Livv
Décisions

CA Rennes, 2e ch. com., 19 décembre 2006, n° 05-06391

RENNES

Arrêt

Infirmation

PARTIES

Demandeur :

Saint-Nazaire Immobilier (SARL)

Défendeur :

Pichard

COMPOSITION DE LA JURIDICTION

Président :

M. Le Guillanton

Conseillers :

Mmes Cocchiello, Jeannesson

Avoués :

SCP Bazille Genicon, SCP Gauvain & Demidoff

Avocats :

Mes Caron, Catoni

TGI Saint-Nazaire, du 5 sept. 2005

5 septembre 2005

I - Exposé du litige:

Madame Pichard a été engagée le 3 juillet 2000 auprès de la SARL Saint-Nazaire Immobilier en qualité d'agent commercial.

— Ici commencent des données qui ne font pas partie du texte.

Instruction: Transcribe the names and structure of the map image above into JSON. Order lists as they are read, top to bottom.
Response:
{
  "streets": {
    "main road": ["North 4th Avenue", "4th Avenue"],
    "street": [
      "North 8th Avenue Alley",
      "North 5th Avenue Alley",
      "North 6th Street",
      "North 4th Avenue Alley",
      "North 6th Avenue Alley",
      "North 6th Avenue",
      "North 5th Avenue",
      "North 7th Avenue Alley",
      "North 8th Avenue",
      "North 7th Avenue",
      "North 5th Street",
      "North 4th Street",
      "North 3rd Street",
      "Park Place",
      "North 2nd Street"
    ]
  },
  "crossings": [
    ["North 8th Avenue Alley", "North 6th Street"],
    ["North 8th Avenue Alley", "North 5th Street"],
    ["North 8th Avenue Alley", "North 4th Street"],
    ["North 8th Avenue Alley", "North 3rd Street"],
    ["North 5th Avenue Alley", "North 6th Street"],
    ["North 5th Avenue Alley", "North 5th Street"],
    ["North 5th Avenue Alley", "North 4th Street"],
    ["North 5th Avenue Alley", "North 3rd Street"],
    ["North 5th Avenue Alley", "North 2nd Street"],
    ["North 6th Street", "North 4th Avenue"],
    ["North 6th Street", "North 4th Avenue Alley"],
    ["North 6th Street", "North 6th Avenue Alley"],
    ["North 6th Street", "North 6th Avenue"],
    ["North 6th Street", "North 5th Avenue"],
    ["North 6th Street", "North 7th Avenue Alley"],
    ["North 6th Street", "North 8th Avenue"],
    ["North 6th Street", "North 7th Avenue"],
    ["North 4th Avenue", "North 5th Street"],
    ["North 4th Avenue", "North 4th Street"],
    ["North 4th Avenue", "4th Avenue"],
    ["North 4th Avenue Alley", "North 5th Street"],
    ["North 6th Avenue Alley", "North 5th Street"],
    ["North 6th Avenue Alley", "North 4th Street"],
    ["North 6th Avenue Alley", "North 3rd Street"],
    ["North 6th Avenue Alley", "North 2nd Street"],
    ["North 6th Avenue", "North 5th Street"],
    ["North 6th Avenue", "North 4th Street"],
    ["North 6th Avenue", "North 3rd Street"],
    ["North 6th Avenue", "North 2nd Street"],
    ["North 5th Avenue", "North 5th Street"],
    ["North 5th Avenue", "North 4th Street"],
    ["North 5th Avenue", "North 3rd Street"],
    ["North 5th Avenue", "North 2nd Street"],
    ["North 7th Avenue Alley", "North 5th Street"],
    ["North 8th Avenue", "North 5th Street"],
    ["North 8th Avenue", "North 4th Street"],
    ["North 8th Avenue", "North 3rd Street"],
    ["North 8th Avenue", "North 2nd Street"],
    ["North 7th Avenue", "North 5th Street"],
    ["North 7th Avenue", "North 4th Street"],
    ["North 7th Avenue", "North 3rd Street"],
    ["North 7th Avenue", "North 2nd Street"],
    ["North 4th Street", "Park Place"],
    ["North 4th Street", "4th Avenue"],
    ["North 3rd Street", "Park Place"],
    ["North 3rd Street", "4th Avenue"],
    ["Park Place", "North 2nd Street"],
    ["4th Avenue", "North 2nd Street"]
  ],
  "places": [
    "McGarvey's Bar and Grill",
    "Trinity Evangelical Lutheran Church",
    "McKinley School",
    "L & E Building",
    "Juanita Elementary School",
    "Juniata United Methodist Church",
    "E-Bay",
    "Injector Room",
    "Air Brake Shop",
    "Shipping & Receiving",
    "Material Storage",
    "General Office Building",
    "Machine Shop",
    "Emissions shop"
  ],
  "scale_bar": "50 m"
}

Le 19 août 2002, elle a été avisée par lettre recommandée que son contrat se trouvait résilié avec effet rétroactif au 5 août 2002.

Par acte du 11 avril 2003, Madame Pichard a fait assigner la SARL Saint-Nazaire Immobilier devant le Tribunal de grande instance de Saint-Nazaire aux fins notamment d'obtenir diverses sommes au titre de diverses indemnités et commissions.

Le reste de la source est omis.